(Items from a dataset)
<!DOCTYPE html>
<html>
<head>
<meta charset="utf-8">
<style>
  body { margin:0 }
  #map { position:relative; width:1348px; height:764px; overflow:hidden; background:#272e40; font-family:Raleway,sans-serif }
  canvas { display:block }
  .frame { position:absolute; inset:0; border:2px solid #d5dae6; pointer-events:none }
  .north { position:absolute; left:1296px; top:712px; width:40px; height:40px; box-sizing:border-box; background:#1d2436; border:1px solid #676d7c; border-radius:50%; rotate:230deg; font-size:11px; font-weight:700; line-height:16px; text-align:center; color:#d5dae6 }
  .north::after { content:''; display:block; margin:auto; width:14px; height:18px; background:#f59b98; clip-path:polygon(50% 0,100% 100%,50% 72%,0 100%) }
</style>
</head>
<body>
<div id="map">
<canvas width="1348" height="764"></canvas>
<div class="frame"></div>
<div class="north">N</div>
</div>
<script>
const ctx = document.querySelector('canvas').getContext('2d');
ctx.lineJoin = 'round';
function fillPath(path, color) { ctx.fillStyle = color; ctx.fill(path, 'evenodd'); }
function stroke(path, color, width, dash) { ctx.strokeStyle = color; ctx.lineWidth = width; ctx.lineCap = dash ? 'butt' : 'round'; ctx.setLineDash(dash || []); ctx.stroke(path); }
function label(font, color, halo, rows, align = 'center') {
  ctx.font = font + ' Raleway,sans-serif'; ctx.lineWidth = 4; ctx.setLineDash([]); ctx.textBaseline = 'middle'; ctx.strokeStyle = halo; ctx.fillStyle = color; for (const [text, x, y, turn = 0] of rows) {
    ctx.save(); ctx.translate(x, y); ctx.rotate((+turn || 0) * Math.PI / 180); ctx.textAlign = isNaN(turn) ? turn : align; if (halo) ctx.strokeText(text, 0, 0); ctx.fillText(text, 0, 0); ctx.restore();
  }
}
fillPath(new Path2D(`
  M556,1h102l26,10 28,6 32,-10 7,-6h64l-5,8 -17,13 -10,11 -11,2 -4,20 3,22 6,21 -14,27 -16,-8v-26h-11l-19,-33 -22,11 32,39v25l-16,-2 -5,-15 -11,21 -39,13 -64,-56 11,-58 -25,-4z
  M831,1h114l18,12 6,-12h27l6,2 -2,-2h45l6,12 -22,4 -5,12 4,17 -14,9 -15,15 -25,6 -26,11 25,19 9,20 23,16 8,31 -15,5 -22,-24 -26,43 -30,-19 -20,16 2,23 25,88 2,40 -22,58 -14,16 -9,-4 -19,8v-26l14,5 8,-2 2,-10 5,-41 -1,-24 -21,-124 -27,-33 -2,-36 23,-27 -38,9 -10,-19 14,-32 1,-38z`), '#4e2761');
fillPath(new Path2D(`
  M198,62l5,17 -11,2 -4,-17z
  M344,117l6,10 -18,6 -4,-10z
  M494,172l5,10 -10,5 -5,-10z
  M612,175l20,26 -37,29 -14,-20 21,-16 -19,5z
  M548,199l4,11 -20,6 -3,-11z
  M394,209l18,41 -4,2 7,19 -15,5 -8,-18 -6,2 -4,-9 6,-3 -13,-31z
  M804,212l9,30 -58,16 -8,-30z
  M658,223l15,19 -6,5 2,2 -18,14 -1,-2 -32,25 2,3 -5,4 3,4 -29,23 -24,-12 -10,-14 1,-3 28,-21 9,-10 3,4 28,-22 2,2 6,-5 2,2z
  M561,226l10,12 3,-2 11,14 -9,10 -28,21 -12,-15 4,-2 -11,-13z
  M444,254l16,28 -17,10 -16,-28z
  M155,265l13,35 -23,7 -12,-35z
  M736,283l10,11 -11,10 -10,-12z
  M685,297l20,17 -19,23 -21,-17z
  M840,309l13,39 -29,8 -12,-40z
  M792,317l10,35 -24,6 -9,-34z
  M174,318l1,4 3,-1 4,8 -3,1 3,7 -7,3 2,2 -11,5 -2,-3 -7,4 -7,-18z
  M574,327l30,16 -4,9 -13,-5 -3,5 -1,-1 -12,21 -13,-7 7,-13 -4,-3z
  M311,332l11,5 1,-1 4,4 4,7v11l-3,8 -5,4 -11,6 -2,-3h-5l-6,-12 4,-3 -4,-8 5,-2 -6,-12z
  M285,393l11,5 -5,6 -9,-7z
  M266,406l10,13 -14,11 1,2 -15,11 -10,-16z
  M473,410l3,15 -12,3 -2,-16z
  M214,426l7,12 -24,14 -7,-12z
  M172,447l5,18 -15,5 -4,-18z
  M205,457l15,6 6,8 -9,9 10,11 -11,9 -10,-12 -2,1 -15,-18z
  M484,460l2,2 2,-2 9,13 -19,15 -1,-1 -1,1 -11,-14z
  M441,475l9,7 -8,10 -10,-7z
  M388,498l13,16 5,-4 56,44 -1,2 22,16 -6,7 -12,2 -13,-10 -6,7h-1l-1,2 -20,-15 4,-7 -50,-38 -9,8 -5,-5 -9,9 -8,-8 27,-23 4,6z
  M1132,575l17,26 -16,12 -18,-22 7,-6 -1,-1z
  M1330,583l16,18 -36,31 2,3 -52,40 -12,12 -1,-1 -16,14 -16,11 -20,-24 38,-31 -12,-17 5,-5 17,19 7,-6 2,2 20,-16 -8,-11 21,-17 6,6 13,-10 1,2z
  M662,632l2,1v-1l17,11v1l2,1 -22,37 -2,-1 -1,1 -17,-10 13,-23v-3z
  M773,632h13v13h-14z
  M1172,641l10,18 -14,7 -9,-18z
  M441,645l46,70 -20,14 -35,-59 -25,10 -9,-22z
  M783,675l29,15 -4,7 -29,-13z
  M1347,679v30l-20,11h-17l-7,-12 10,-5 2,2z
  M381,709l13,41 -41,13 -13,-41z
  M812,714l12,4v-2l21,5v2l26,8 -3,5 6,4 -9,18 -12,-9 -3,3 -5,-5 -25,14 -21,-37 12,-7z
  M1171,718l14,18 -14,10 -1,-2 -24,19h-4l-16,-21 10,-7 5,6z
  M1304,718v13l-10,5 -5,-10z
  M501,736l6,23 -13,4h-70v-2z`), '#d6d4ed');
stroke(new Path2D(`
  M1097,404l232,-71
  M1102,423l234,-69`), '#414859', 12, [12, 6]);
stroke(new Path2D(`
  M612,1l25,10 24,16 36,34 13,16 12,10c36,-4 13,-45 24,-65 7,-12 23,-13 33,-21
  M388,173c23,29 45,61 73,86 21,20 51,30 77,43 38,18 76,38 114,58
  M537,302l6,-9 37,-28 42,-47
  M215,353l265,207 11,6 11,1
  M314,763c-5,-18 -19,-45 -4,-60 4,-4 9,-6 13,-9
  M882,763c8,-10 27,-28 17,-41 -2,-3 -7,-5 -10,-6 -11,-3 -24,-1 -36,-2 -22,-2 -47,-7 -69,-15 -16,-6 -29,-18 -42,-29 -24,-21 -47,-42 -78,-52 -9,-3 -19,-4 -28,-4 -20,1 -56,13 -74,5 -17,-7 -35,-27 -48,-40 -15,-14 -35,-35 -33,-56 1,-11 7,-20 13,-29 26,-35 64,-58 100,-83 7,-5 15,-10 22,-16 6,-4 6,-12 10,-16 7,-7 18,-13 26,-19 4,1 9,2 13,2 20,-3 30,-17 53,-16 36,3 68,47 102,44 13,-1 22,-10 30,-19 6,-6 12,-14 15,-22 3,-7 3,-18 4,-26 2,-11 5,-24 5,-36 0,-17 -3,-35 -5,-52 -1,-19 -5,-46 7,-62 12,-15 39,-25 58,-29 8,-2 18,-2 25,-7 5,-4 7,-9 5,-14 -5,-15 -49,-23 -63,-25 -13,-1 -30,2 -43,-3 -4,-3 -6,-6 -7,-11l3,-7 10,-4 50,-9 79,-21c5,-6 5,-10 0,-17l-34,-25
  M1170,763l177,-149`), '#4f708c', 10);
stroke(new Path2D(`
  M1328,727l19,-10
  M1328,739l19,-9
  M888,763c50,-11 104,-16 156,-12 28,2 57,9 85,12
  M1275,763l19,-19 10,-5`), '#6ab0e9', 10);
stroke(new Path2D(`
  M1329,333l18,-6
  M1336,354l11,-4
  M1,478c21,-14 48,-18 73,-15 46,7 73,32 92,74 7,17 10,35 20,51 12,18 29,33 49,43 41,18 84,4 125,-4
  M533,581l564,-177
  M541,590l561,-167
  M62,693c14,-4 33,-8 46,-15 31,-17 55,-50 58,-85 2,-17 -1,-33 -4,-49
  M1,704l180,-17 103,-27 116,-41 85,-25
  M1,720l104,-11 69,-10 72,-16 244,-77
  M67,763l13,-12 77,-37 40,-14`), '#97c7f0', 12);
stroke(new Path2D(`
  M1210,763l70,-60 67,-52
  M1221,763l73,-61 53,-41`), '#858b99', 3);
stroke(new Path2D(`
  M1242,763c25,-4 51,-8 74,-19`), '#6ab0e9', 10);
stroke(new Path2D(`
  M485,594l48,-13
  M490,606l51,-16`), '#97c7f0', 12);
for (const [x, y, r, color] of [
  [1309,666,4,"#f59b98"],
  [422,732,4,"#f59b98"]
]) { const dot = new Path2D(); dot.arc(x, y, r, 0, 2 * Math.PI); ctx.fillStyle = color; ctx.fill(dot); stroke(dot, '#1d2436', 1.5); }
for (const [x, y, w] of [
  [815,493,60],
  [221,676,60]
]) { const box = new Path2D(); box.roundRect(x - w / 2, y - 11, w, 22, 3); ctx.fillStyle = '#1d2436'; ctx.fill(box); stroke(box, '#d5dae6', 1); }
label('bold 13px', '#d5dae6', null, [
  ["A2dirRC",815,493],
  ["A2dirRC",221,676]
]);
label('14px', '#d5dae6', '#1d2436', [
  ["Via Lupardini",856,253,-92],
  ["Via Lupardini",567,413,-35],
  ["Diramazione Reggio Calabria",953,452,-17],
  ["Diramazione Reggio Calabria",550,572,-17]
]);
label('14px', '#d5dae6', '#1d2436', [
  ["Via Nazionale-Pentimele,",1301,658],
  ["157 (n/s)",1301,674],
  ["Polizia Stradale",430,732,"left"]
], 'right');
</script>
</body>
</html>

What is required:
Copy, exactly and only, the lines above that begin with the one containing "content:''; display:block; margin:auto;" and finish with the one containing "M831,1h114l18,12 6,-12h27l6,2 -2,-2h45l6,12".

Response area:
  .north::after { content:''; display:block; margin:auto; width:14px; height:18px; background:#f59b98; clip-path:polygon(50% 0,100% 100%,50% 72%,0 100%) }
</style>
</head>
<body>
<div id="map">
<canvas width="1348" height="764"></canvas>
<div class="frame"></div>
<div class="north">N</div>
</div>
<script>
const ctx = document.querySelector('canvas').getContext('2d');
ctx.lineJoin = 'round';
function fillPath(path, color) { ctx.fillStyle = color; ctx.fill(path, 'evenodd'); }
function stroke(path, color, width, dash) { ctx.strokeStyle = color; ctx.lineWidth = width; ctx.lineCap = dash ? 'butt' : 'round'; ctx.setLineDash(dash || []); ctx.stroke(path); }
function label(font, color, halo, rows, align = 'center') {
  ctx.font = font + ' Raleway,sans-serif'; ctx.lineWidth = 4; ctx.setLineDash([]); ctx.textBaseline = 'middle'; ctx.strokeStyle = halo; ctx.fillStyle = color; for (const [text, x, y, turn = 0] of rows) {
    ctx.save(); ctx.translate(x, y); ctx.rotate((+turn || 0) * Math.PI / 180); ctx.textAlign = isNaN(turn) ? turn : align; if (halo) ctx.strokeText(text, 0, 0); ctx.fillText(text, 0, 0); ctx.restore();
  }
}
fillPath(new Path2D(`
  M556,1h102l26,10 28,6 32,-10 7,-6h64l-5,8 -17,13 -10,11 -11,2 -4,20 3,22 6,21 -14,27 -16,-8v-26h-11l-19,-33 -22,11 32,39v25l-16,-2 -5,-15 -11,21 -39,13 -64,-56 11,-58 -25,-4z
  M831,1h114l18,12 6,-12h27l6,2 -2,-2h45l6,12 -22,4 -5,12 4,17 -14,9 -15,15 -25,6 -26,11 25,19 9,20 23,16 8,31 -15,5 -22,-24 -26,43 -30,-19 -20,16 2,23 25,88 2,40 -22,58 -14,16 -9,-4 -19,8v-26l14,5 8,-2 2,-10 5,-41 -1,-24 -21,-124 -27,-33 -2,-36 23,-27 -38,9 -10,-19 14,-32 1,-38z`), '#4e2761');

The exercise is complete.